The writer of Hebrews makes the point that Jesus came to free us from the fear of death (Hebrews 2:15); while this deliverance was not consummated until the Cross, and while it will not be fully expressed until the resurrection of the righteous when all creation will be delivered from the bondage of decay (Romans 8:18 – 25), the men and women of Hebrews Chapter 11 lived in deliverance from the fear of death “so that they might obtain a better resurrection” (Heb. 11:35); the mystery of the Cross works backward and forward and who can understand it?

Faith is connecting with the unseen reality of God and His Kingdom and His Word; when our lives correspond to the unseen God we live by faith and not by sight – our natural eyes are prone to deceive us, the eyes of faith make us aware of real reality, not passing- away reality. There is dying and there is transformation in the life of faith in the true and living God – it is not either one or the other, it is both. We die with Christ and we live with Christ, we are buried with Him by baptism into His death so that we might be raised in the likeness of His resurrection (Romans Chapter 6). “I am crucified with Christ, nevertheless I live, yet not I, but Christ lives in me…” (Galatians 2:20).

The life of faith is a life of translation and transformation. We present our bodies, our entire selves, to God as living sacrifices, we reject conformity to this world, and we ask God to transform us by the renewing of our minds so that we may live in the will of God (Romans 12:1-2). Abel made an offering, we make an offering of ourselves. We can make an offering of ourselves because Christ Jesus offered Himself and we offer ourselves in and through Him.

“Now the Lord is the Spirit, and where the Spirit of the Lord is, there is liberty. But we all, with unveiled face, beholding as in a mirror the glory of the Lord, are being transformed into the same image from glory to glory, just as from the Lord, the Spirit,” (2 Cor. 3:17 – 18). The Spirit of God translates our lives upward into Jesus Christ, our hearts, our minds, our souls…and one Glorious Day our bodies (Romans 8:23; Ephesians 1:13 – 14).

Regarding the contrast between Cain and Abel, F.F. Bruce writes, “…sacrifice is acceptable to God not for its material content, but insofar as it is the outward expression of a devoted and obedient heart. Let Cain gain the mastery over the sin which threatens to be his undoing, and his sacrifice will be accepted as readily as Abel’s was.” Bruce quotes Calvin, “Abel’s sacrifice was preferred to his brother’s for no other reason than that it was sanctified by faith…But how did he [Abel] obtain his acceptance, save that his heart was purified by faith?”

Our text informs us that without faith it is impossible to please God.

Contrary to certain “apostles” of the “faith movement” in our own time, the way of faith is a way of suffering, of rejecting the world’s values and way of thinking, and of identification with the suffering of Jesus Christ for the sake of the Gospel and others.

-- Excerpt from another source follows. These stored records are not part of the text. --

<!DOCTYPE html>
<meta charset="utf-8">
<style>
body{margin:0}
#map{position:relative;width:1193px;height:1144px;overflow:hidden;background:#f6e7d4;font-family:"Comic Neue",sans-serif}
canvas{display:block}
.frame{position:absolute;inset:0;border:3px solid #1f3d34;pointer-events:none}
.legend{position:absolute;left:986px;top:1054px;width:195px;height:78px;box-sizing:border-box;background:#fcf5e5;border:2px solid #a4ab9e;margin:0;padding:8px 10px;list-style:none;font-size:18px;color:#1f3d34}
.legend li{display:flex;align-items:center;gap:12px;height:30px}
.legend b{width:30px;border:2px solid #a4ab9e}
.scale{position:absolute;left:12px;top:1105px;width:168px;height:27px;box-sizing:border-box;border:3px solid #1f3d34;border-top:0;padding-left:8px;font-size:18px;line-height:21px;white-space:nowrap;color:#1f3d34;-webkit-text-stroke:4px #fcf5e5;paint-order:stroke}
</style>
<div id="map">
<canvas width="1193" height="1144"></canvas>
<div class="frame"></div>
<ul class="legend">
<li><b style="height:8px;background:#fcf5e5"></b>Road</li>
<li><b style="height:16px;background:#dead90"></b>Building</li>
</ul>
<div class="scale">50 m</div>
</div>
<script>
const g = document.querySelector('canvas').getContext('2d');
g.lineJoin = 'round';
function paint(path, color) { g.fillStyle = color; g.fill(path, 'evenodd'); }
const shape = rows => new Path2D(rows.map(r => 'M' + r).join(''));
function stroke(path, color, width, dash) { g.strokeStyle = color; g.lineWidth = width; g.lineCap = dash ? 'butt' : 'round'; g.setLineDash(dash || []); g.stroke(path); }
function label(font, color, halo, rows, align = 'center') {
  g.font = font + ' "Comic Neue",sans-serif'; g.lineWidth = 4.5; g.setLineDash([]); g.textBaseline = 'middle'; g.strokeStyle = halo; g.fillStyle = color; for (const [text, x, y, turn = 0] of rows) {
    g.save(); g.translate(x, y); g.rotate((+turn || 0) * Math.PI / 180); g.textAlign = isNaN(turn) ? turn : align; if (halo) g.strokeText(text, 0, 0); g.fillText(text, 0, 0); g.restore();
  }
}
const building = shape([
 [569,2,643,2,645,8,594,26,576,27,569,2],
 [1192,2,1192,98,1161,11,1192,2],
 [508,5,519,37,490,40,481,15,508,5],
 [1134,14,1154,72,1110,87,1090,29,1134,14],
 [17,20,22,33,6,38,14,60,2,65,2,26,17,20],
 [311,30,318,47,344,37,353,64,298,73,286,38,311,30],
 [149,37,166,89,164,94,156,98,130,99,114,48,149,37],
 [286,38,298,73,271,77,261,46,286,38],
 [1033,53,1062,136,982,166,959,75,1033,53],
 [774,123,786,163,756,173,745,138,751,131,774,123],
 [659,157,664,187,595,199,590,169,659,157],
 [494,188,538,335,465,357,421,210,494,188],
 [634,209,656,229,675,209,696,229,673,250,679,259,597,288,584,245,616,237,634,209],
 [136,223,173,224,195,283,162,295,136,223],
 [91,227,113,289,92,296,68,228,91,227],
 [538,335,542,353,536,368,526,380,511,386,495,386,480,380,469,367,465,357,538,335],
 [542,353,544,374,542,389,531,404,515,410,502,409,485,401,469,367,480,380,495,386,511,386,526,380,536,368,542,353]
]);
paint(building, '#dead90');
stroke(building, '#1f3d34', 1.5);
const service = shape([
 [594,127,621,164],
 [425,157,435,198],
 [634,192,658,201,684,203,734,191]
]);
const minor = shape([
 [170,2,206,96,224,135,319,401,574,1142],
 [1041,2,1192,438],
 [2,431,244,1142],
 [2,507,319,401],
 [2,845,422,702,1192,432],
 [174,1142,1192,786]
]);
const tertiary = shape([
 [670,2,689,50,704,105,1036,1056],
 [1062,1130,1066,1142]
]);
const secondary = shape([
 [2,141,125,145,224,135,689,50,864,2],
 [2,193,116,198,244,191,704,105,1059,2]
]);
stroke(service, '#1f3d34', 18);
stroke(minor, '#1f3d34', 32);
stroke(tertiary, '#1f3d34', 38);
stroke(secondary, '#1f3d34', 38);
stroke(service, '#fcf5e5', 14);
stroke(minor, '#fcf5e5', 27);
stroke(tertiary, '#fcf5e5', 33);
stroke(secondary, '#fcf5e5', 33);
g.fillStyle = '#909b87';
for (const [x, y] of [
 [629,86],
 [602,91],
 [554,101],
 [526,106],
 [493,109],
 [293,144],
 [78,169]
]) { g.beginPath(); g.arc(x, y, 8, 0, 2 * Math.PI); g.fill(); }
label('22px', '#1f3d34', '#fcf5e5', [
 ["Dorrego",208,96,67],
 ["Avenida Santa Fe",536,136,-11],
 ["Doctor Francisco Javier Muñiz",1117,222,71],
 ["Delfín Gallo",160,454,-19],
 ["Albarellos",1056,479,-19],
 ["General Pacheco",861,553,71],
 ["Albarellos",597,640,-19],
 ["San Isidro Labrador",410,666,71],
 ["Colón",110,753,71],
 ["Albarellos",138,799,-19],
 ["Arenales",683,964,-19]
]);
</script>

The way of Biblical faith is confession that we are strangers and pilgrims here, it is an anchoring of our hearts in the heavenly city of God (Hebrews 11:9 – 11; 14 – 16). We are not interested in time kept on a Rolex, we are interested in the God of time.

Contrary to others who isolate the Gospel, and hence faith, to the intellectual realm, to a series of propositional statements; the way of faith is holistic, enveloping spirit, soul, and body – animating our thoughts and emotions and reaching to the deepest recesses of our beings – we are sons and daughters of the living God and our spirits cry out, “Abba Father!!!!” (Romans 8:15 – 16; Galatians 4:1-7).

We may be living in an earthly realm of decay, but we are not people of decay. Jesus tells us that the one who believes in Him will never see death and has “passed out of death into life” (John 5:24ff; 8:51). Paul writes that we have been translated into the Kingdom of Jesus Christ (Colossians 1:13) – are we living in the awareness of our translation from death to life? Our translation is a present reality – are we living in that reality in Jesus Christ?

Are we offering ourselves as Abel? Are we living in translation as Enoch?